FDA Draft Study on Biosimilar Disclosures Draws Fire

In a quest to ensure that product labeling disclosures about biosimilars are not unduly influencing the opinions of health care providers (HCPs) and consumers toward biosimilars, the FDA aims to conduct a study that will examine HCP and consumer responses to different types of label wording.

In public comments submitted about the draft outlines for the study, various pharmaceutical companies and groups have offered their suggestions for improving the value of these studies and upgrading standard biosimilar disclosures so that unwarranted perceptions do not form in the minds of HCPs and consumers.

“In the context of prescription drug promotion, there is initial evidence that—when noticed—disclosures may effectively convey important information; however, what role disclosures may play in educating or correcting misunderstanding warrants further investigation,” the FDA stated in describing the purpose of the study.

Combatting Biosimilar Misinformation

Promotional claims about biosimilars have been a focus for the FDA and Federal Trade Commission this year, as they endeavored to respond to industry concerns that the public’s perception of biosimilars has been warped by multiple factors, including unintentionally and deliberately misleading promotions, from regulatory language to competitors’ claims about biosimilars.

The FDA plans to examine how label claims about nonprimary investigative goals, or secondary end points, in clinical studies will affect perceptions among HCPs and consumers. Participants enrolled in the study will view different versions of a website showing information about a fictitious product and answer questions based on their perceptions of that information.

The second part of the study will evaluate how disclosing that a drug product is a biosimilar affects HCP and consumer perceptions.

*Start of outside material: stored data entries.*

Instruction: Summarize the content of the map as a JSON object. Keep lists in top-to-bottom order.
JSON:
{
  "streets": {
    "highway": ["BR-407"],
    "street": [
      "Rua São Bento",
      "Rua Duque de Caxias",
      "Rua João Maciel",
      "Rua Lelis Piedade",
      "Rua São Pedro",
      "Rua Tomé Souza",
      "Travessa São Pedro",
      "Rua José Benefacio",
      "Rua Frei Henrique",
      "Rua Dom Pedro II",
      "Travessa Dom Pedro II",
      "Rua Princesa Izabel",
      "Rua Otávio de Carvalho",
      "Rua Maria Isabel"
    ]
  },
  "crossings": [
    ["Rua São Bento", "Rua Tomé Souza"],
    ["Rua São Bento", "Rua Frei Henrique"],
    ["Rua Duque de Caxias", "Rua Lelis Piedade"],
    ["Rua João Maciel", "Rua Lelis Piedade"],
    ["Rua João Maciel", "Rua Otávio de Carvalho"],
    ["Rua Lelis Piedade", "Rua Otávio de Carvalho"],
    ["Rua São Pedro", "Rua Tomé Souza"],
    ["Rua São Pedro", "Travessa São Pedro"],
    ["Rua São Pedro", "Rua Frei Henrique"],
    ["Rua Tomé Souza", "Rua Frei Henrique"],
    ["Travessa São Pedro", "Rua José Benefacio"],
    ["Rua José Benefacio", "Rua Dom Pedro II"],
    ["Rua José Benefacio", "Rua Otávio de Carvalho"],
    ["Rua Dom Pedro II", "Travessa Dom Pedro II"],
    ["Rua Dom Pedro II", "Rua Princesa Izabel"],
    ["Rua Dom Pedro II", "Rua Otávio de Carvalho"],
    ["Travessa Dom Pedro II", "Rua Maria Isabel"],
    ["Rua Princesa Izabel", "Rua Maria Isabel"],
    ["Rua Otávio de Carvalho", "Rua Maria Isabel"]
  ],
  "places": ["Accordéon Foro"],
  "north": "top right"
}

Participants will also be asked to respond to various informational statements about biosimilars.

Study participants will also be asked for their reactions to multiple versions of language describing biosimilars and their relative safety and efficacy to reference products.

“This approach allows us to examine the effect of disclosing biosimilar status, examines the additive effect of including 1, 2, or 3 additional basic statements of information about biosimilars, and measures the effect of naming the reference product,” the FDA wrote.

In public comments about the study proposal, the Biosimilars Forum, representing biosimilars developers, said it was concerned about how language used to describe biosimilars may be “couched in cautionary or negative terms,” which hold the potential to be off-putting to HCPs and consumers.

It asked for a stronger emphasis in the study on garnering patient perceptions of biosimilar disclosures. “In the 6 years since the Forum was founded, we have found that while knowledge and perceptions of HCPs have increased…knowledge levels of patients are still low,” the group wrote.

Similarly, the drug company Bayer commented that the language of the study as it would be presented to participants sounded clinical and should be rewritten for consumer participants so that it was “patient friendly.”

The Hematology/Oncology Pharmacy Association asked that the study also evaluate the value of adding information about use of biosimilars for all indicated uses, or extrapolations, of the reference product. “Several studies have indicated that understanding, or lack of understanding of biosimilars in extrapolated indications, impacts a health care professional’s use of a biosimilar,” the group said.

A further critique of the study came from the Pharmaceutical Research and Manufacturers of America, which contended the study will not provide useful information because such information is already available to the FDA from other sources, the proposed study as designed is "flawed" because secondary end points are more important to a product’s indicated uses than the study design seems to suggest, and the study unfairly uses a genuine product, Humira (adalimumab) as a case example while using an anonymous or fictitious biosimilar.

That last point also drew an objection from AbbVie, which owns the Humira brand. The “FDA should refrain from using the name of a reference product currently on the market in the questionnaire and instead use a fictitious name for a reference product, as it does for the biosimilar,” the company said.

Importance of Consumer Perception

The importance of getting label language right for biosimilars is illustrated by the problem with consumers' understanding of alternative health products, the FDA noted. "Research on consumer attitudes [has] found some people believe that FDA evaluates certain dietary supplement claims despite the presence and consumer awareness of language required by the Dietary Supplement Health and Education Act, which clearly states that FDA has not evaluated those claims."